As you are starting out I recommend talking to smaller, rather than larger businesses.

Leftium•6mo ago
This successful B2B SaaS was (originally) developed by a single person who didn't know how to code (without any investors): https://www.paperlesspipeline.com

The key insight was: marketing was the most important part. And the most important part of marketing was finding (and validating) a painful problem businesses would pay for.

- It is important to talk directly with real prospects: real business owners. You can use stuff like Gartner reports to help find a niche, but it is essential to talk directly with real people who have the problem.

- Validation involved getting a prepayment even though the software did not exist. Not even a design. Prepayment got the initial 10 or so "champions" a lifetime discount and personal input into how the app would be developed.

- The prepayments served as a much stronger validation than a verbal "yes." Also it funded development of the initial version. The 10 champions' input also made the initial version much better.

- Generally, a "painful" problem will result in at least a 10X ROI (additional revenue, saved expenses, saved time, etc). If you describe the painful problem better than the prospects themselves can, they will assume you have the solution and jump straight to "how do I pay you? (sign up)"

- The market research math is roughly: find a niche with at least 10,000 prospects. Plan to capture 1% of this market, or 100 customers. If you can find a painful problem whose solution is worth paying $100-200/month, you should be able to achieve $80K profit/year.

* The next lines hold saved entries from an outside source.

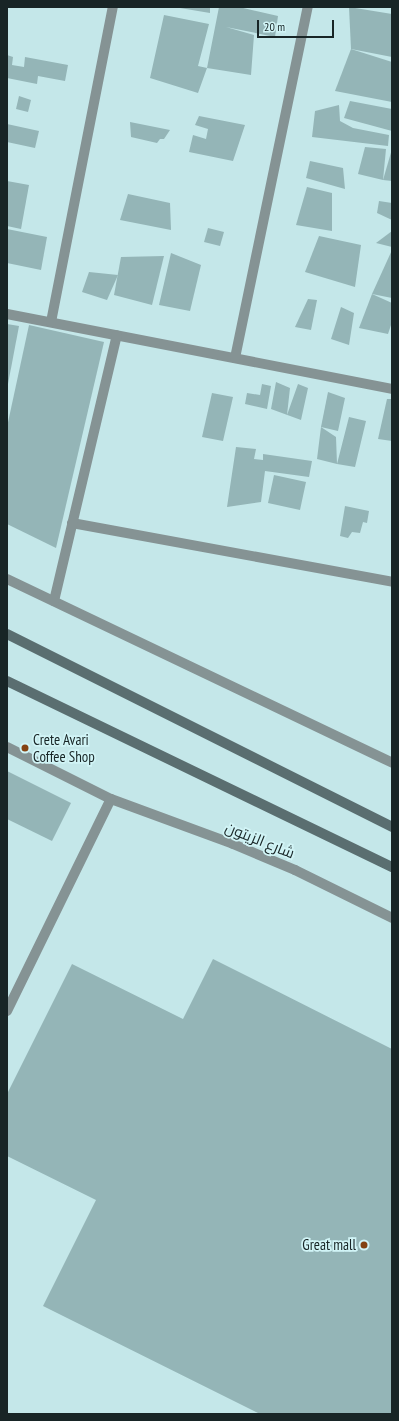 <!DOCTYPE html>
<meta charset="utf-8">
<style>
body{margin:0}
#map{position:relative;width:399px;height:1421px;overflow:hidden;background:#c4e7e9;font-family:"PT Sans Narrow",Cairo,sans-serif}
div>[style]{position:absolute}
.building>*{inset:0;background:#94b5b7}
.street>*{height:10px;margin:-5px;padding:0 5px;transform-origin:5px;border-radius:5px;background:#859394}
.secondary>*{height:10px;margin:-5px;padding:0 5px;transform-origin:5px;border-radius:5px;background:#5a6e70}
.dots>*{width:11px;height:11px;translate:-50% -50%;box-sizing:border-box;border:2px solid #d1f4f6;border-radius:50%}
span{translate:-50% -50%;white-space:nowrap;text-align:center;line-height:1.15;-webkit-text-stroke:3.5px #d1f4f6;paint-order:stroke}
.poi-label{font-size:15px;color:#182526}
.left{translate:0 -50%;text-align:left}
.right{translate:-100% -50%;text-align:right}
.street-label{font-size:15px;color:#182526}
.frame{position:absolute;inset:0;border:8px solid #182526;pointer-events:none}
.scale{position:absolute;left:257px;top:20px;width:77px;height:18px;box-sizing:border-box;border:2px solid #182526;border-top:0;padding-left:5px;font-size:12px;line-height:14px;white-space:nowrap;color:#182526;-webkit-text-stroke:3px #d1f4f6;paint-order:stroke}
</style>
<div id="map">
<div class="building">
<div style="clip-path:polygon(174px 7px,210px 7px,210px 13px)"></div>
<div style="clip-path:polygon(219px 7px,239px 7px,278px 16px,275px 37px,226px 27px,254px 35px,251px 75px,207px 68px,198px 93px,150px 78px,164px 15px,209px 24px,198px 66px,207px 68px)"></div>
<div style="clip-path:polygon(349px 7px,392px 14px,392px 57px,351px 49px)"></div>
<div style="clip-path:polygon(351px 49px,392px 62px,392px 102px,335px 91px)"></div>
<div style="clip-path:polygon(7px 55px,13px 57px,12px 65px,24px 67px,25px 57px,68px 65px,65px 81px,38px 76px,37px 84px,7px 78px)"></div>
<div style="clip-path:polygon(19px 96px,31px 100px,28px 112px,16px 109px)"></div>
<div style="clip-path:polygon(350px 101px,392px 109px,392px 131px,344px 118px)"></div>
<div style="clip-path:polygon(339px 105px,340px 121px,353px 128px,389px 135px,388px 146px,312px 137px,315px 111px)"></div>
<div style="clip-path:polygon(199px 116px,245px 125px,233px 161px,189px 152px,193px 135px,206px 139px,208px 129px,195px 125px)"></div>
<div style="clip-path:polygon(130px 122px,170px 130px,164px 139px,160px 139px,157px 143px,131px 137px)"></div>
<div style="clip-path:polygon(7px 124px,39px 131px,35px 148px,7px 142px)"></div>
<div style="clip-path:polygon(365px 147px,386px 149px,383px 180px,358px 174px)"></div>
<div style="clip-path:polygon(392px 149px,392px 181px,383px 180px)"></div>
<div style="clip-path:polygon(310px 161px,343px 168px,345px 189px,306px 178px)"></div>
<div style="clip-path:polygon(7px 181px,29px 185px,21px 229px,7px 226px)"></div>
<div style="clip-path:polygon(307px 187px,332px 193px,332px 231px,296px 225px)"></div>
<div style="clip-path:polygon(128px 194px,170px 203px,171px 230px,120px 220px)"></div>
<div style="clip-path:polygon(379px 201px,392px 203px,392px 220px,377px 213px)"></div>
<div style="clip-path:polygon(208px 228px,224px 232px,220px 246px,204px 242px)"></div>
<div style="clip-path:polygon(7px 229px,47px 237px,41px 270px,7px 263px)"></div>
<div style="clip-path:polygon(392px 231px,392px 247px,376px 243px)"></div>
<div style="clip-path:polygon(319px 236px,361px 245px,355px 287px,305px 272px)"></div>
<div style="clip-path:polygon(392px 250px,392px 298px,372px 294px)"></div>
<div style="clip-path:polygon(171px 253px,201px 265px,190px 311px,159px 305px)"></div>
<div style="clip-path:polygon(164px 256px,152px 305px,114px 295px,121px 257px)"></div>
<div style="clip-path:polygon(89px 272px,118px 275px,107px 300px,82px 292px)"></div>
<div style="clip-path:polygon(372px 294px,392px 303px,392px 322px,388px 334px,359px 328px)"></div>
<div style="clip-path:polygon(308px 299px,317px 300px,311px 330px,295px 327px)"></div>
<div style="clip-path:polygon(341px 307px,354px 313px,349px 345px,331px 339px)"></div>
<div style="clip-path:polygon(7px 324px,19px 326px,8px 384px,7px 384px)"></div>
<div style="clip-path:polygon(29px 325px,104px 342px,56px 548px,7px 524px,7px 427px)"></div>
<div style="clip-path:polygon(276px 382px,290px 388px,287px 415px,298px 384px,308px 388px,301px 420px,271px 409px)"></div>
<div style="clip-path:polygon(262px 384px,271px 386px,267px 409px,245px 404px,247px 393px,260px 395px)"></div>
<div style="clip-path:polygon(328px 392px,345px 398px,338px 431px,321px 427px)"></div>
<div style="clip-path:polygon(212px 393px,233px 397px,223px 441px,202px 437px)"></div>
<div style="clip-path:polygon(387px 399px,392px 399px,392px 441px,378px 439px)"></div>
<div style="clip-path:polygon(349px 417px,366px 421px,355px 467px,337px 464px,317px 459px,321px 427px,336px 437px,337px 464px)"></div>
<div style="clip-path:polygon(236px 447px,256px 449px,254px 459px,263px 460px,263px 454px,312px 461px,309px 477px,265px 471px,261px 502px,227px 507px)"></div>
<div style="clip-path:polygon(274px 475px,306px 482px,300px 510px,268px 503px)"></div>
<div style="clip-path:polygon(345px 506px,369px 511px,367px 523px,363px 522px,360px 533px,352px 532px,348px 538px,340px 536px)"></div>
<div style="clip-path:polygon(7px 771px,71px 803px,52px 841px,7px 819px)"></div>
<div style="clip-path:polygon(213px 959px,392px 1049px,392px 1414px,260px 1414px,43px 1306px,96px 1200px,7px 1156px,7px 1094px,72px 964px,183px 1019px)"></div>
</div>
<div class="street">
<div style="left:7px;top:314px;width:392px;rotate:11deg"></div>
<div style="left:51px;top:322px;width:321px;rotate:-78.9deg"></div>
<div style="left:235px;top:358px;width:359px;rotate:-78.3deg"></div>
<div style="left:72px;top:523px;width:325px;rotate:10.4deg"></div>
<div style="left:7px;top:579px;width:427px;rotate:25.5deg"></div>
<div style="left:54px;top:601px;width:273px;rotate:-76.7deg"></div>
<div style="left:7px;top:747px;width:116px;rotate:26.6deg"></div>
<div style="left:111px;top:799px;width:130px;rotate:20.2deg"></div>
<div style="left:233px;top:844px;width:67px;rotate:22.8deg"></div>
<div style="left:295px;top:870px;width:108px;rotate:26.3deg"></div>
<div style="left:7px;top:1011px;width:236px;rotate:-63.9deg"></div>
</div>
<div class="secondary">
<div style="left:7px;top:634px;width:431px;rotate:26.6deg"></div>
<div style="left:7px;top:681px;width:428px;rotate:25.8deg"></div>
</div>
<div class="dots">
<div style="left:25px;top:748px;background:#844212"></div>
<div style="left:364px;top:1245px;background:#844212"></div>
</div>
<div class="poi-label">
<span class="left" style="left:33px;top:748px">Crete Avari<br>Coffee Shop</span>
<span class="right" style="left:356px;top:1245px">Great mall</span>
</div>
<div class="street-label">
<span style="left:260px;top:840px;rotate:22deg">شارع الزيتون</span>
</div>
<div class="frame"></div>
<div class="scale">20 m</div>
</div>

(The Paperless Pipeline origin story is slightly different. For example, there was really only a single true "champion." But this champion was the happy customer of another SaaS that was built with the same process. This champion kept asking for this other SaaS that turned into PaperlessPipeline.)

---

So I think the resources below provide the most risk-free (highest chance of success) way of achieving your goal (I think YC targets "unicorns" with much higher potential ROI with the understanding at least 90% will fail):

- The founder of Paperless Pipeline has been teaching his method: https://startfromzero.com (Specifically "Idea Extraction" is the most important part)

- Apparently he is going to start a YouTube channel where he teaches his stuff for free.

- https://30x500.com is another great course that teaches a similar method, and more geared toward engineer-types.

- https://shop.stackingthebricks.com: Kind of like the a-la-carte version of the 30x500. The two most valuable parts are probably "Sales Safari" and "Just F*ckin Ship."

chistev•6mo ago
That's the million dollar question
scarface_74•6mo ago
If it were that easy and a repeatable process, don’t you think everyone would do it?

Second question, if your goal is to make less than $100K, any developer job in the US in second tier major city pays that much for junior/mix developers on average with a lot less work. Heck I made that much non inflation adjusted in 2001 working at a no name company as a VB6/C++ developer in Atlanta, four years out of school.

gashmol•6mo ago
Ideas don't make money, businesses do.
moomoo11•6mo ago
Ideas are cheap. Most ideas are dumb. Some ideas that sound good need operators to execute.

Can you sell? Can you build? Can you pivot without ego? Can you deal with snakes/assholes who try to sabotage you? Can you fail? Can you deal with no profit for some time? Can you do all these and way more at the same time?

Congrats you might have a chance!

Maybe you can do consulting? Or some other services based thing? Might be easier and give you a good income to live on.

If you want to do venture scale (read: 1 billion USD outcome or bigger) you need to answer those questions I asked.